_ASSIGNMENT_: Look for "road" in every line of the listing. Copy the lines that have it.

_ENTRIES PROVIDED_:
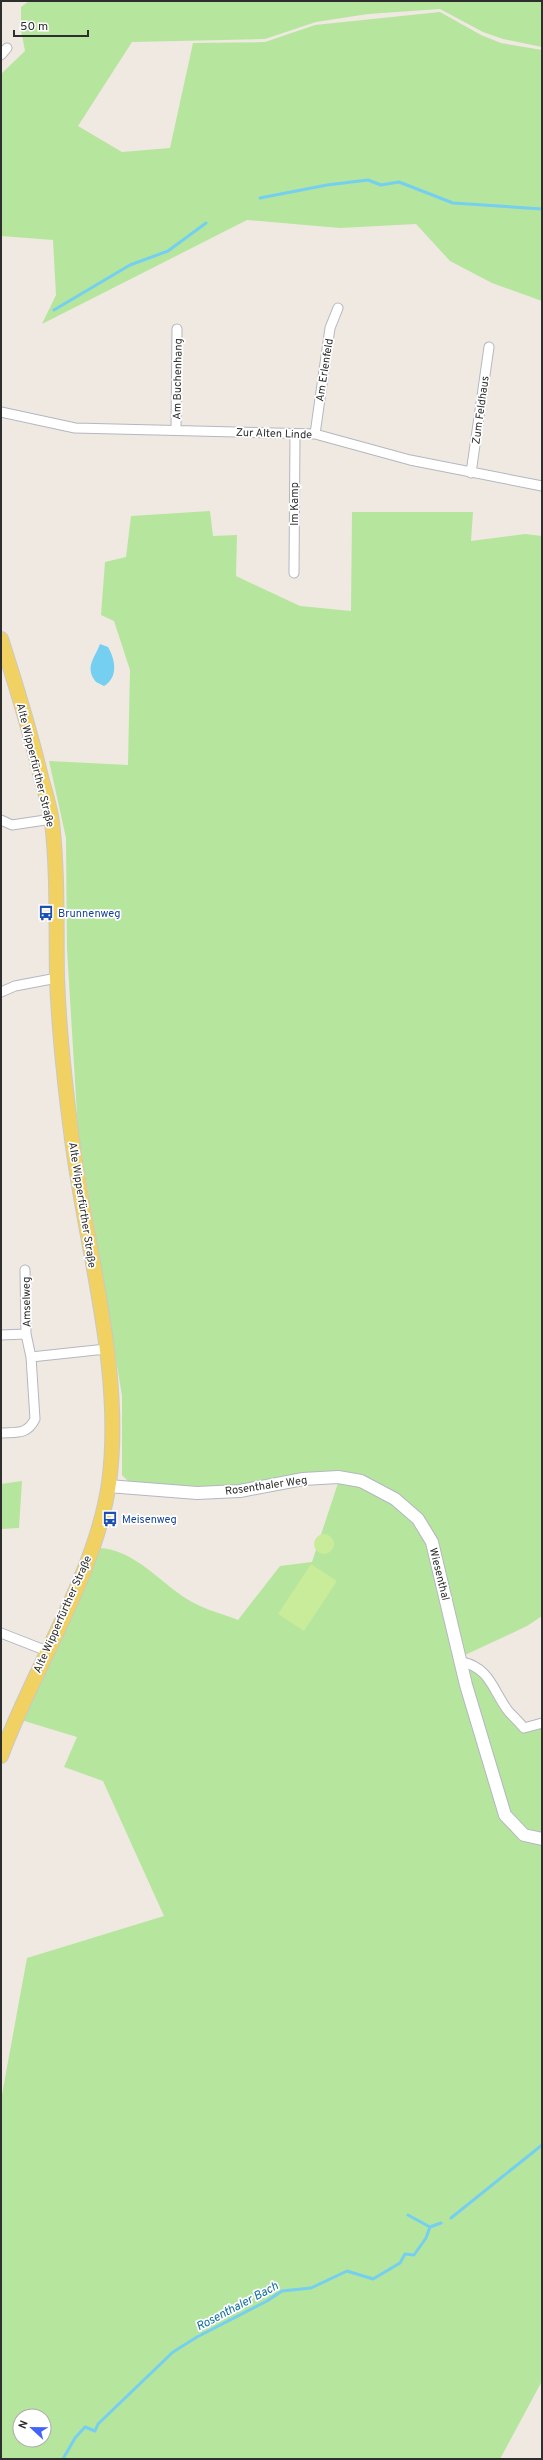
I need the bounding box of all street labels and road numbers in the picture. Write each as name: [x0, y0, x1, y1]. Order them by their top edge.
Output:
street label: Am Buchenhang: [170, 338, 186, 420]
street label: Am Erlenfeld: [313, 338, 337, 403]
street label: Zum Feldhaus: [469, 375, 493, 445]
street label: Zur Alten Linde: [236, 426, 312, 442]
street label: Im Kamp: [288, 482, 302, 526]
street label: Alte Wipperfürther Straße: [13, 702, 57, 829]
street label: Alte Wipperfürther Straße: [65, 1141, 99, 1269]
street label: Amselweg: [20, 1277, 34, 1327]
street label: Rosenthaler Weg: [224, 1473, 308, 1499]
street label: Wiesenthal: [426, 1546, 452, 1602]
street label: Alte Wipperfürther Straße: [31, 1553, 95, 1675]

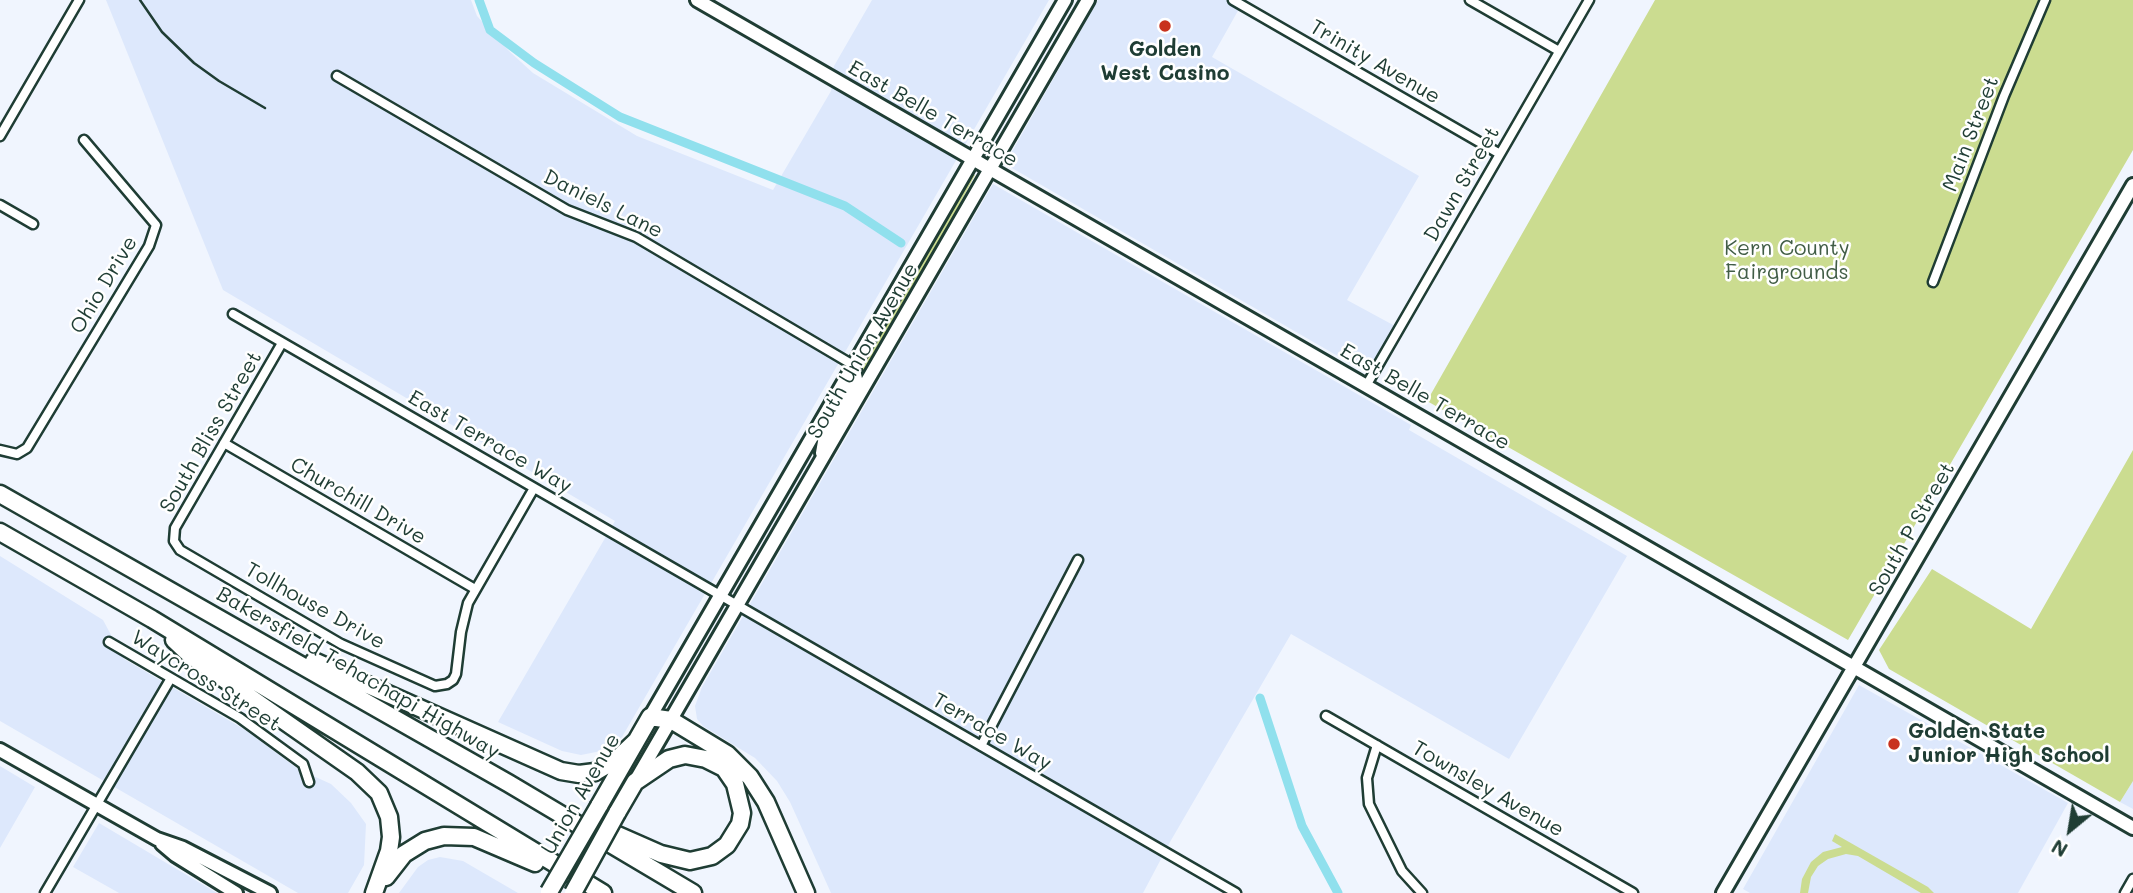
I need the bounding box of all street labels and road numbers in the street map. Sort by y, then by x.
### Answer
street label: Trinity Avenue [1305,15,1445,109]
street label: East Belle Terrace [844,55,1022,173]
street label: Main Street [1937,73,2005,195]
street label: Dawn Street [1419,122,1505,246]
street label: Daniels Lane [539,164,667,244]
street label: Ohio Drive [65,232,143,338]
street label: South Union Avenue [802,258,924,444]
street label: East Belle Terrace [1336,338,1514,456]
street label: South Bliss Street [155,347,267,517]
street label: East Terrace Way [404,385,576,499]
street label: Churchill Drive [286,452,430,550]
street label: South P Street [1864,458,1960,600]
street label: Tollhouse Drive [241,557,389,655]
street label: Bakersfield Tehachapi Highway [212,581,504,765]
street label: Waycross Street [126,625,286,737]
street label: Terrace Way [928,688,1056,776]
street label: Union Avenue [536,729,626,859]
street label: Townsley Avenue [1408,735,1568,843]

_COMPLETED TASK_:
I need the bounding box of all street labels and road numbers in the picture. Write each as name: [x0, y0, x1, y1]. Order them by their top edge.
I need the bounding box of all street labels and road numbers in the street map. Sort by y, then by x.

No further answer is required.